What Is Drug Detox? Medical Withdrawal Protocols Explained

Withdrawal onset ranges from 6 hours post-last-drink (alcohol) to 7 days post-last-dose (long-acting benzodiazepines); resolution ranges from 5 days (stimulants) to 8 weeks (benzodiazepines). Each substance class produces a distinct withdrawal syndrome with defined onset, peak, and resolution timeframes. The following are the 4 substance classes and their withdrawal profiles:

• Opioids (heroin, fentanyl, oxycodone) — short-acting opioid withdrawal begins 8–24 hours after last use, peaks at days 1–3, and resolves in 5–10 days. Long-acting opioid withdrawal — methadone — begins 36–48 hours after last use, peaks at 72–96 hours, and resolves over 2–3 weeks. The 5 primary opioid withdrawal symptoms are muscle aches, diarrhea, nausea, insomnia, and dysphoria. Opioid withdrawal is intensely uncomfortable but not directly life-threatening in otherwise healthy adults. See the opioid detox timeline for a day-by-day withdrawal schedule.
• Alcohol — withdrawal begins 6–24 hours after last drink, with seizure risk peaking at 24–48 hours and delirium tremens onset at 48–96 hours; acute withdrawal resolves in 5–7 days. The 4 medically dangerous alcohol withdrawal symptoms are tremors, seizures, tachycardia, and delirium tremens. Alcohol withdrawal is life-threatening — seizures occur in 5–10% of cases, delirium tremens occurs in 3–5% of cases, and delirium tremens carries 5–15% mortality without medical treatment. See alcohol detox in Florida for detailed medical withdrawal management protocols.
• Benzodiazepines (alprazolam, clonazepam, diazepam) — short-acting benzodiazepine withdrawal begins 1–2 days after last dose. Long-acting benzodiazepine withdrawal begins 3–7 days after last dose. Duration depends on half-life and duration of use — protracted withdrawal extends weeks to months. The 4 life-threatening benzodiazepine withdrawal symptoms are anxiety, tremors, seizures, and psychosis. Benzodiazepine withdrawal is life-threatening — abrupt discontinuation produces seizures and requires medically supervised tapering at 10–25% dose reduction per week.
• Stimulants (cocaine, methamphetamine) — withdrawal begins within hours of last use, peaks at days 2–4, and resolves in 7–14 days. The 4 primary stimulant withdrawal symptoms are fatigue, hypersomnia, increased appetite, and anhedonia. Stimulant withdrawal produces no life-threatening physical withdrawal. Stimulant withdrawal produces severe depression with suicidal ideation in a subset of individuals during days 2–7.

Medical detox provides physician-directed pharmacological withdrawal management in a licensed clinical facility with 24-hour nursing coverage; social detox provides a supportive substance-free environment with monitoring but without medication-assisted withdrawal management.

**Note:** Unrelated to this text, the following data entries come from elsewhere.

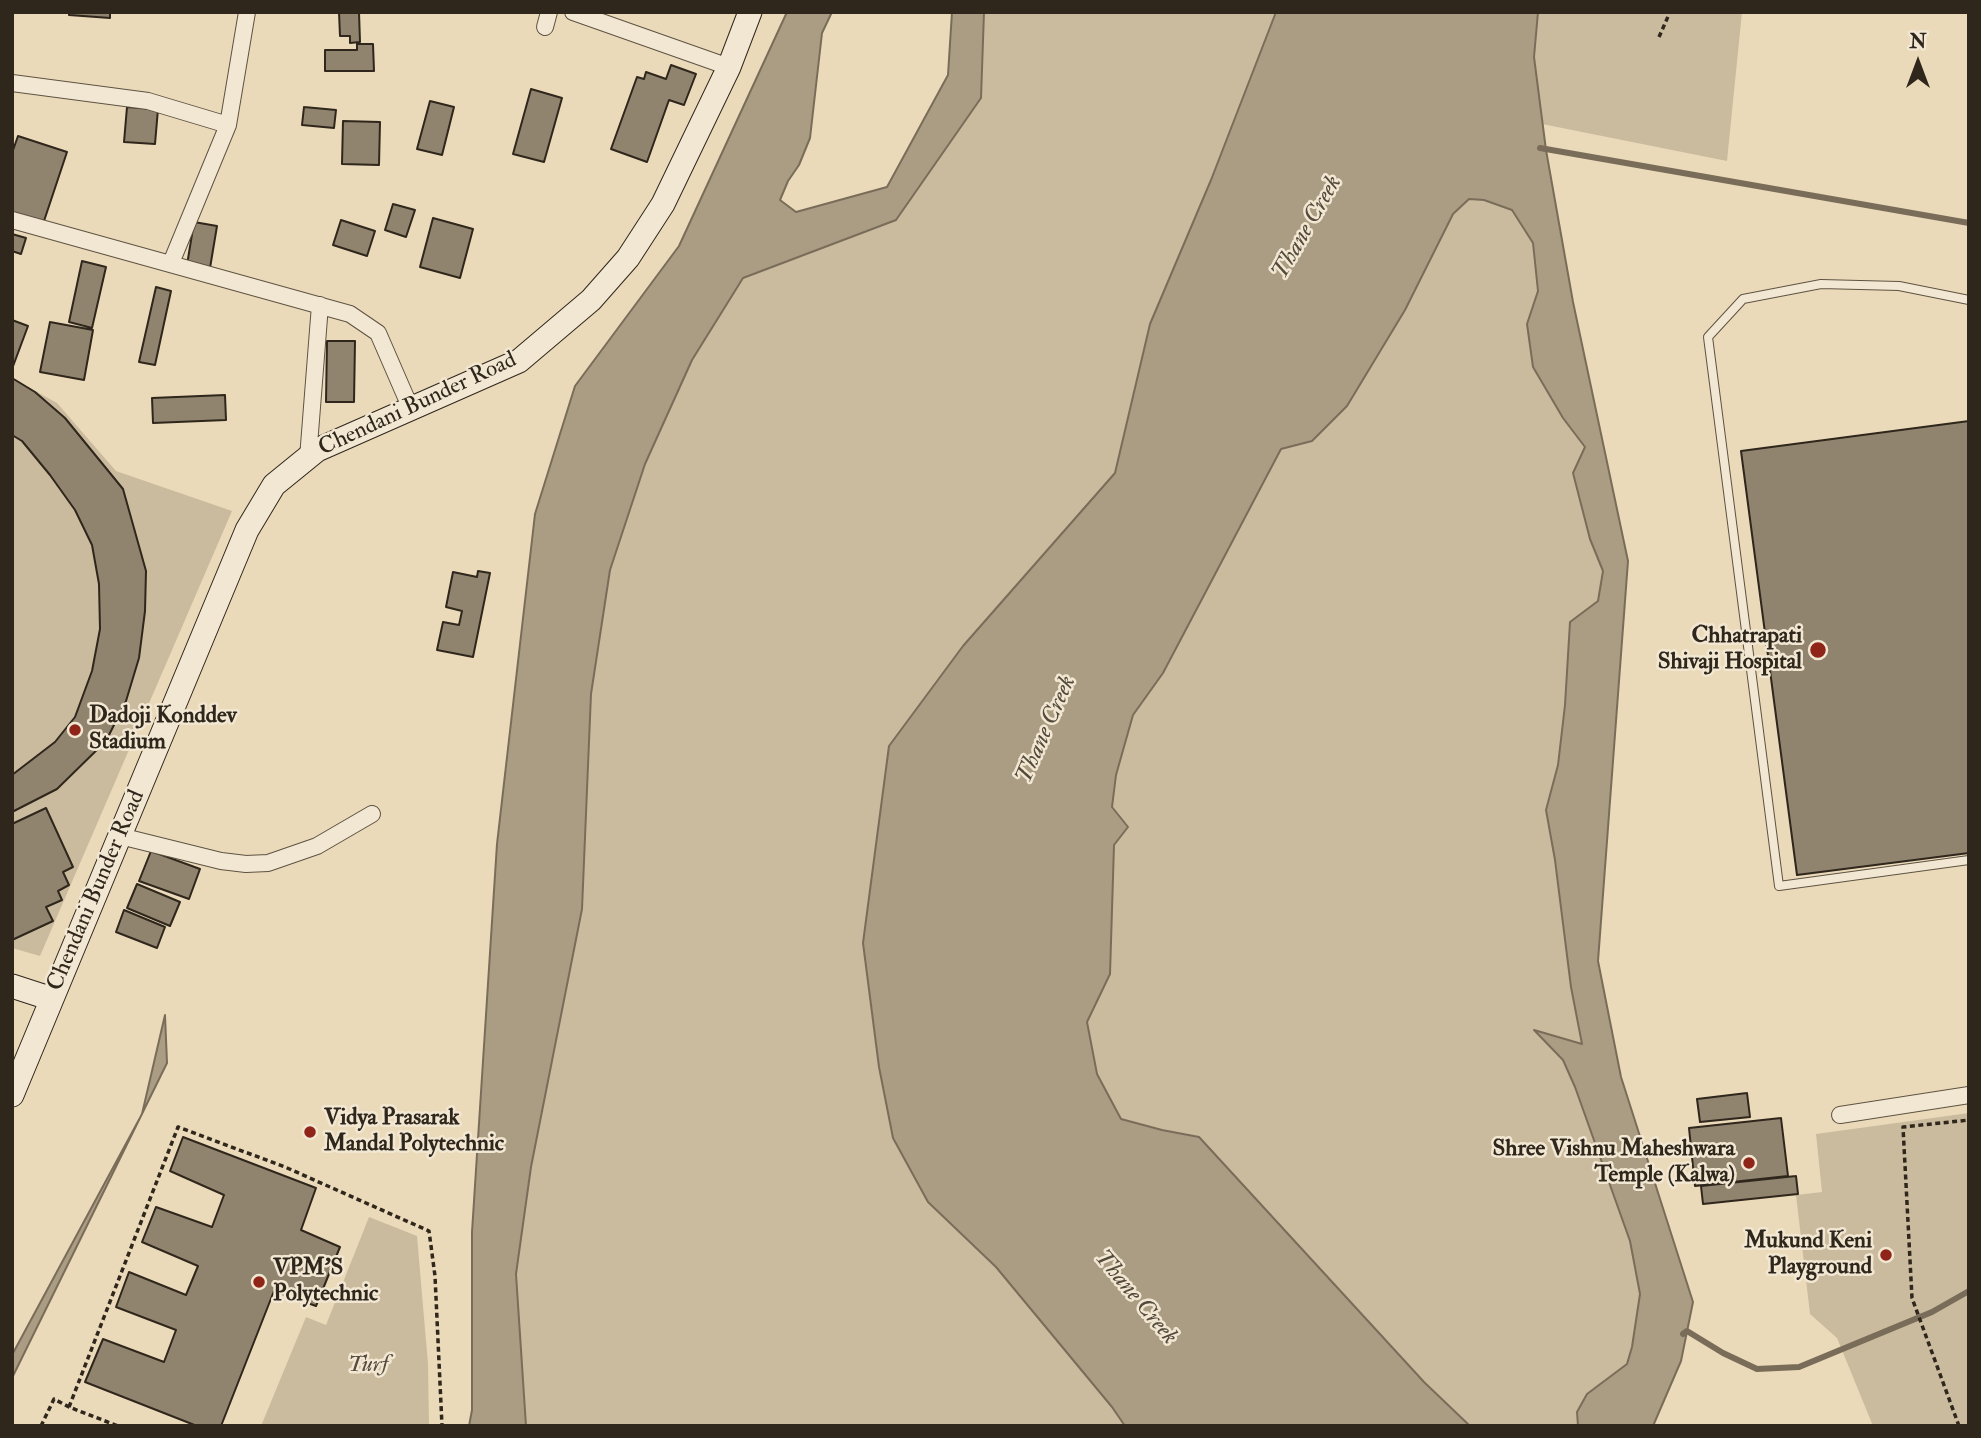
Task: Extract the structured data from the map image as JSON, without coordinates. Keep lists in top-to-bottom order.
{
  "streets": {
    "main road": ["Chendani Bunder Road"]
  },
  "water": ["Thane Creek"],
  "parks": ["Turf"],
  "places": [
    "Chhatrapati Shivaji Hospital",
    "Dadoji Konddev Stadium",
    "Vidya Prasarak Mandal Polytechnic",
    "Shree Vishnu Maheshwara Temple (Kalwa)",
    "Mukund Keni Playground",
    "VPM'S Polytechnic"
  ],
  "north": "top"
}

The appropriate detox type depends on the substance of dependence and withdrawal severity. The following are the 4 key differences between medical detox and social detox:

• Medication access — medical detox administers prescription medications including benzodiazepines, buprenorphine, clonidine, and anticonvulsants to manage withdrawal symptoms and prevent life-threatening complications. Social detox provides no prescription withdrawal management.
• Medical staffing — medical detox requires physician oversight and 24-hour RN coverage. Social detox is staffed by trained technicians and peer support specialists without prescriptive authority.
• ASAM level — medical detox operates at ASAM Level 3.7 (medically monitored intensive inpatient) or Level 4.0 (medically managed intensive inpatient). Social detox operates at ASAM Level 3.2 (clinically managed residential detoxification).
• Appropriate populations — medical detox is required for alcohol dependence, benzodiazepine dependence, severe opioid dependence, polysubstance dependence, and individuals with concurrent medical conditions. Social detox is appropriate for mild stimulant withdrawal and cannabis withdrawal in otherwise healthy individuals without prior complicated withdrawal episodes.

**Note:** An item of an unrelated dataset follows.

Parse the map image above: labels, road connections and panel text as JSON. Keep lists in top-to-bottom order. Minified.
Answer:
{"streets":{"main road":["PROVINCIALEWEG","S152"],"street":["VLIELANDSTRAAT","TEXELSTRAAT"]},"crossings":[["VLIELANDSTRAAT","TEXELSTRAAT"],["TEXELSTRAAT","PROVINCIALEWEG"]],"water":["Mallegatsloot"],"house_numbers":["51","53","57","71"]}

ASAM guidelines require medical detox for any substance withdrawal syndrome that carries seizure risk or life-threatening cardiovascular complications.

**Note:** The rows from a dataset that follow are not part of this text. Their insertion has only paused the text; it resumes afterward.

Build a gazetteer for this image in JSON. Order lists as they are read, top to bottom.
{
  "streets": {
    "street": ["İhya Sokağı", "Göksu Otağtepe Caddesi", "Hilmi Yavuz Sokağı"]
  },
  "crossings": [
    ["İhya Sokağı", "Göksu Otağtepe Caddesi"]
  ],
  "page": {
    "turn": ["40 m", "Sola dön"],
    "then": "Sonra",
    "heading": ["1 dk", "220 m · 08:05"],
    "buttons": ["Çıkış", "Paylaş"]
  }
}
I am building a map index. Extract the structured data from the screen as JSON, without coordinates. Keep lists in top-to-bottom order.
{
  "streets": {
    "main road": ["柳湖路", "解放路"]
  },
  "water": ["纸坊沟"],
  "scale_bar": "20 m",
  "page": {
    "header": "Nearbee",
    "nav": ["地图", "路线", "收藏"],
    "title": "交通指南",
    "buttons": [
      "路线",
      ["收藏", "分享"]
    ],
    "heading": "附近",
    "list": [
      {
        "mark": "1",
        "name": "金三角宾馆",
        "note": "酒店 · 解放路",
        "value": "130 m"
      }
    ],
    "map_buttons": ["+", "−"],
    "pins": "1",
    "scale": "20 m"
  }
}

Detox medications are matched to the specific substance class producing withdrawal: buprenorphine and clonidine for opioids, benzodiazepines and thiamine for alcohol, long-acting benzodiazepine tapers for benzodiazepine dependence, and supportive agents for stimulant withdrawal. Evidence-based medication protocols reduce withdrawal severity, prevent medical complications, and improve treatment transition rates. The following are the medication protocols organized by substance class:

• Opioid detox medications — 3 FDA-approved medications address opioid withdrawal. Buprenorphine (Subutex/Suboxone): partial mu-opioid agonist that reduces withdrawal severity by 70–80%. Induction begins at COWS score 8 (moderate withdrawal) at 2–4 mg sublingual on day 1, stabilized at 8–16 mg/day. COWS is the Clinical Opiate Withdrawal Scale — an 11-item assessment tool scored 0–48. Clonidine: alpha-2 adrenergic agonist that reduces autonomic withdrawal symptoms — sweating, tachycardia, hypertension, muscle aches — dosed at 0.1–0.3 mg every 6–8 hours. Loperamide: peripherally acting anti-diarrheal at 4 mg initially, then 2 mg after each loose stool, maximum 16 mg/day. Ondansetron: anti-emetic at 4–8 mg every 8 hours for nausea and vomiting management.
• Alcohol detox medications — Benzodiazepines (chlordiazepoxide, diazepam, lorazepam): GABA-A agonists that substitute for alcohol's neurochemical effect and prevent seizures. Dose is tapered over 4–7 days based on CIWA-Ar scoring. Thiamine: 200–500 mg IV daily for 3–5 days to prevent Wernicke encephalopathy. Carbamazepine: anticonvulsant adjunct for individuals with prior withdrawal seizures.
• Benzodiazepine detox medications — gradual taper using long-acting benzodiazepines — diazepam or chlordiazepoxide — at dose reduction of 10–25% per week. Rapid benzodiazepine discontinuation produces status epilepticus. Adjunctive carbamazepine or gabapentin provides additional seizure prophylaxis during the taper.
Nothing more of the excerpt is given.